- AIM OF THE TASK:
Show every line from the data below that includes "webkit".

- RECORDS FOR THIS EXERCISE:
---*---

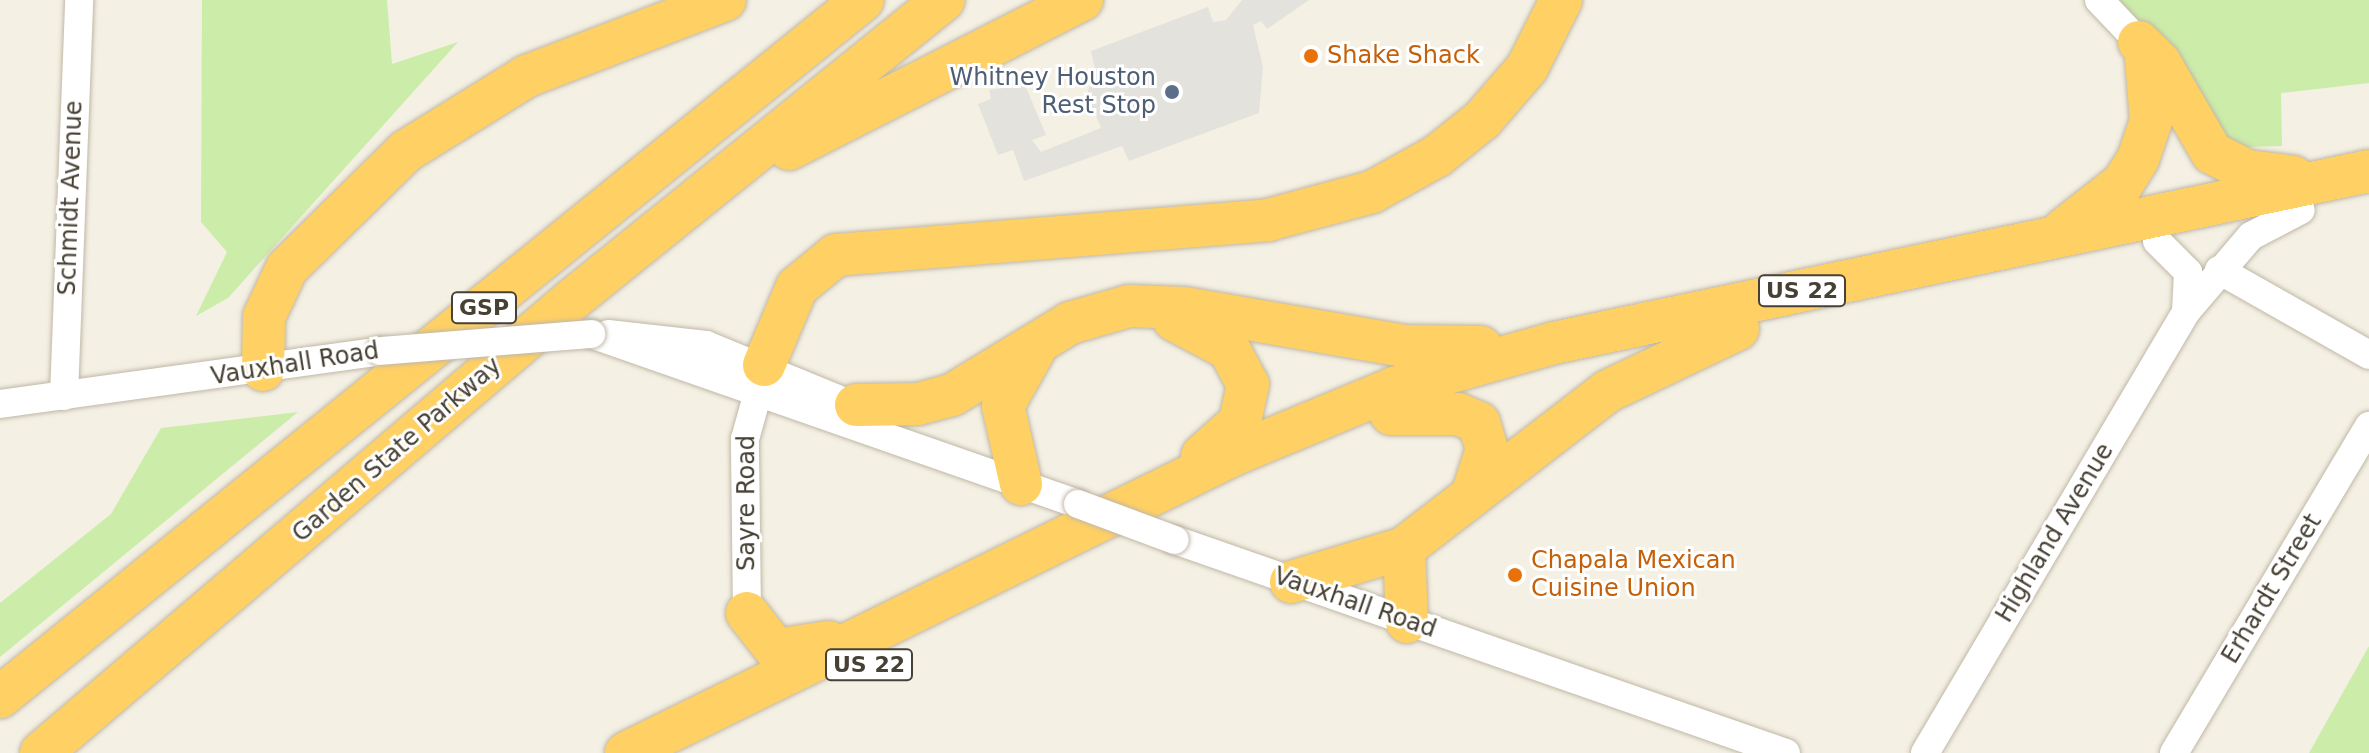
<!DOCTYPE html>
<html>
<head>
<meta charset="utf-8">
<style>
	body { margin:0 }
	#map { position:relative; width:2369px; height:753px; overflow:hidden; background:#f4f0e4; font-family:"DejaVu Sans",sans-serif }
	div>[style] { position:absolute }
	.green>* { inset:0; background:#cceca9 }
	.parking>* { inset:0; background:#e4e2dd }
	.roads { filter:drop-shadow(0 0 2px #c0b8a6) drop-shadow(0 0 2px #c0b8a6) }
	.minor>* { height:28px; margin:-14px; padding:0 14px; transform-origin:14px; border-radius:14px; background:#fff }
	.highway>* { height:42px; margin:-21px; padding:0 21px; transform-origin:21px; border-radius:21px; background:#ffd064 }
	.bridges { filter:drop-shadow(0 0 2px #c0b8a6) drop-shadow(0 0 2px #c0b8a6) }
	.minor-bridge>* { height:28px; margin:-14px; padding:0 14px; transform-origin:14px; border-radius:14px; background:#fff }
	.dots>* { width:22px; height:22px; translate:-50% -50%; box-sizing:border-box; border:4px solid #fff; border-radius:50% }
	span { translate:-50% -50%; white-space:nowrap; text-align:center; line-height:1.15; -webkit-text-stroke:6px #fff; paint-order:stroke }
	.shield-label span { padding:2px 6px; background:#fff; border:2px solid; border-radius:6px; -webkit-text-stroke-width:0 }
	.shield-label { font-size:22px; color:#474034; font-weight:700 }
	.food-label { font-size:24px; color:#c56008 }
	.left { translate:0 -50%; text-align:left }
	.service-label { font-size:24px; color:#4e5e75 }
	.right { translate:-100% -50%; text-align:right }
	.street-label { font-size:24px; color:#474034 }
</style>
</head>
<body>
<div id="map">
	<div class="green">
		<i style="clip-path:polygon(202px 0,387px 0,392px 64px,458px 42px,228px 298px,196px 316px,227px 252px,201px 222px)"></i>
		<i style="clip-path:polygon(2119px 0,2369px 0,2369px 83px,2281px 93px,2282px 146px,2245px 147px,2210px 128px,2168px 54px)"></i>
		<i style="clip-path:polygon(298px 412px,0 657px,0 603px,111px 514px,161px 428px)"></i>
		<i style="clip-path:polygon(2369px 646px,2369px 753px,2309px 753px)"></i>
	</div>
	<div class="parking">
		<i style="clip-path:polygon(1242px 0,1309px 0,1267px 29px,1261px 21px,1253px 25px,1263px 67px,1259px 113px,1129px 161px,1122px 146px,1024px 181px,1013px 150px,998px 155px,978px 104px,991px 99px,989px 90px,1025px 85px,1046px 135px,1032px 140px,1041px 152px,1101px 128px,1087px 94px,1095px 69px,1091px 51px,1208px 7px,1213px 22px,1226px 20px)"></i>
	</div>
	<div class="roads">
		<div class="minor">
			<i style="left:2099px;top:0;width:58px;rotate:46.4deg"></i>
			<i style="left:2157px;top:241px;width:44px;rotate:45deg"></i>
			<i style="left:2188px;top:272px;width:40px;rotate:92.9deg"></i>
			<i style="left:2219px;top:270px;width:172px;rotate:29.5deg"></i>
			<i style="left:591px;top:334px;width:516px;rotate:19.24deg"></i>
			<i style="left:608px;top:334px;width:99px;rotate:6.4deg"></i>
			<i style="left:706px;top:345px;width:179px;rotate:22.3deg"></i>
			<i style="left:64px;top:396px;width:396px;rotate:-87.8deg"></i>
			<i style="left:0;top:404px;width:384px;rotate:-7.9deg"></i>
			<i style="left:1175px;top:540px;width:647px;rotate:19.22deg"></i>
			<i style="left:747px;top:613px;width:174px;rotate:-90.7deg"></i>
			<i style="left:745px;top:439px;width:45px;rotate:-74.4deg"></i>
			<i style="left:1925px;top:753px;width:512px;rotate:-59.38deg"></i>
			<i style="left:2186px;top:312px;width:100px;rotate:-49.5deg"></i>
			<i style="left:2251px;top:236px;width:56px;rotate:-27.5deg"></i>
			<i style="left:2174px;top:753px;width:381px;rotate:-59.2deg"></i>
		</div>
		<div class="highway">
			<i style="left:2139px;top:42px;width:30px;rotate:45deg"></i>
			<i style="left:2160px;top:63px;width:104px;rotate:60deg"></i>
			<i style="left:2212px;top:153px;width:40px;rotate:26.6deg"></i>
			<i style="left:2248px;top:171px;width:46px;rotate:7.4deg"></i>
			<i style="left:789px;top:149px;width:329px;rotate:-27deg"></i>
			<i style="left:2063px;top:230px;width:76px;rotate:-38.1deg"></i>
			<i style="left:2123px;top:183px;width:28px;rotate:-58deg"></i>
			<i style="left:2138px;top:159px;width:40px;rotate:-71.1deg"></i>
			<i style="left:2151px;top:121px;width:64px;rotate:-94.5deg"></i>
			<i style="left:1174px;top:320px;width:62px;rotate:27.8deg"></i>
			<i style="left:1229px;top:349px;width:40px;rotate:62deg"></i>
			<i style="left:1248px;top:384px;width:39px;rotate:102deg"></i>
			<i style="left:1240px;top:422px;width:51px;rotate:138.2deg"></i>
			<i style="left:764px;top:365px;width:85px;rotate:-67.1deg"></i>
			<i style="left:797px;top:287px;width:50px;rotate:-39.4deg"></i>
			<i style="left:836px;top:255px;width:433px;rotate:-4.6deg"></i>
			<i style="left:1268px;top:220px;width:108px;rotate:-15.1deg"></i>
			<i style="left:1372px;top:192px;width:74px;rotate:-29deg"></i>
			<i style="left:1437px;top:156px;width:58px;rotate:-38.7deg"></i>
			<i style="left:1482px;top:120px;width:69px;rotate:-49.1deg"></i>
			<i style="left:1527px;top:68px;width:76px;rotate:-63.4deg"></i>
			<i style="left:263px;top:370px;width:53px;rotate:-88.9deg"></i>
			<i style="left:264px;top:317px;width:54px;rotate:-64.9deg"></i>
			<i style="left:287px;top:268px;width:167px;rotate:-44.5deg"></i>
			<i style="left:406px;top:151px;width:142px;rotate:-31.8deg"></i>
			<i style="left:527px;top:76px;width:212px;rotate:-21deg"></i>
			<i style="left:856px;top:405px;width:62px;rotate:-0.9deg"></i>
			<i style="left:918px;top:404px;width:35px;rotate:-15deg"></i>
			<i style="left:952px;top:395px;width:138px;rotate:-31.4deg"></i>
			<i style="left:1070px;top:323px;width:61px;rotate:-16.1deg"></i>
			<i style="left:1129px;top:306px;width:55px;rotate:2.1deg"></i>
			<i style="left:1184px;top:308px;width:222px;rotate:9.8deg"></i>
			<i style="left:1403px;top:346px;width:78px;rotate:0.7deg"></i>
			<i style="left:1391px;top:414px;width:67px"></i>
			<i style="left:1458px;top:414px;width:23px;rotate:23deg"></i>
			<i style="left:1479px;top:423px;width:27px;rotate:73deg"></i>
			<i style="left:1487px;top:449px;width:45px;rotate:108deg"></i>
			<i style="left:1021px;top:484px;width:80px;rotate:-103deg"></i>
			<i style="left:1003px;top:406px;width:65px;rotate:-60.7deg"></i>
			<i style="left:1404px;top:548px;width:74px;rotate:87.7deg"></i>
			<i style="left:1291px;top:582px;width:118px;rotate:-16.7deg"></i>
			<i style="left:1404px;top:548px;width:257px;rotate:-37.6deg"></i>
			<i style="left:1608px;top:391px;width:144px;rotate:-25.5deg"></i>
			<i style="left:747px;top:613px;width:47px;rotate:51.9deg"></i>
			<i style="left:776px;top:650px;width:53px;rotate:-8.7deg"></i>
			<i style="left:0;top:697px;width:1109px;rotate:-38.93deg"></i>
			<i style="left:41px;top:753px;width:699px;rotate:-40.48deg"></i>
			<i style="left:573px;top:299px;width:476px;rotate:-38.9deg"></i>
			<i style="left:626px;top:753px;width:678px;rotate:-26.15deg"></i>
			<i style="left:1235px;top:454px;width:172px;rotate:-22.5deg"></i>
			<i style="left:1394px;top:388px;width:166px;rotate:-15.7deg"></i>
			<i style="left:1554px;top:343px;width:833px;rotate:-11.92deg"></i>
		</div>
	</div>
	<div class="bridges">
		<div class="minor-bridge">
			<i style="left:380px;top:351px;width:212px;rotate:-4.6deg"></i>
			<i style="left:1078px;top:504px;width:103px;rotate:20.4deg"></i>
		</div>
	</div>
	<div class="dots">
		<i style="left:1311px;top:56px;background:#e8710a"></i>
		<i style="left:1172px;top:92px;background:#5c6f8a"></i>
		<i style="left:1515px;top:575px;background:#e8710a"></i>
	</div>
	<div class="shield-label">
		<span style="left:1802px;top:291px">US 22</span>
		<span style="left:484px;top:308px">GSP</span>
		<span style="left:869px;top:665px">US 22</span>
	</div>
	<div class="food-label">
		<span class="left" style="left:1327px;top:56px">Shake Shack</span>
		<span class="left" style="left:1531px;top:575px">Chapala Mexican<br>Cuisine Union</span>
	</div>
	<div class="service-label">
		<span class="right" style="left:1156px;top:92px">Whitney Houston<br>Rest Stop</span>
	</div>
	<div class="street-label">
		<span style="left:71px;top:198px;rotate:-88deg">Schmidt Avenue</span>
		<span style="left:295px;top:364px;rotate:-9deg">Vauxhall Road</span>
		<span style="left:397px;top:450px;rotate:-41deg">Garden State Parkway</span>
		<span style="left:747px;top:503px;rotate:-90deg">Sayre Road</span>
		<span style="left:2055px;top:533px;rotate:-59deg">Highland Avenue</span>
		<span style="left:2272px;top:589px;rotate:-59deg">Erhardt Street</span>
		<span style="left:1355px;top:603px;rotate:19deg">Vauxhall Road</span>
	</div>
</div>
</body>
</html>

---*---

- OUTPUT OF THE TASK:
	span { translate:-50% -50%; white-space:nowrap; text-align:center; line-height:1.15; -webkit-text-stroke:6px #fff; paint-order:stroke }
	.shield-label span { padding:2px 6px; background:#fff; border:2px solid; border-radius:6px; -webkit-text-stroke-width:0 }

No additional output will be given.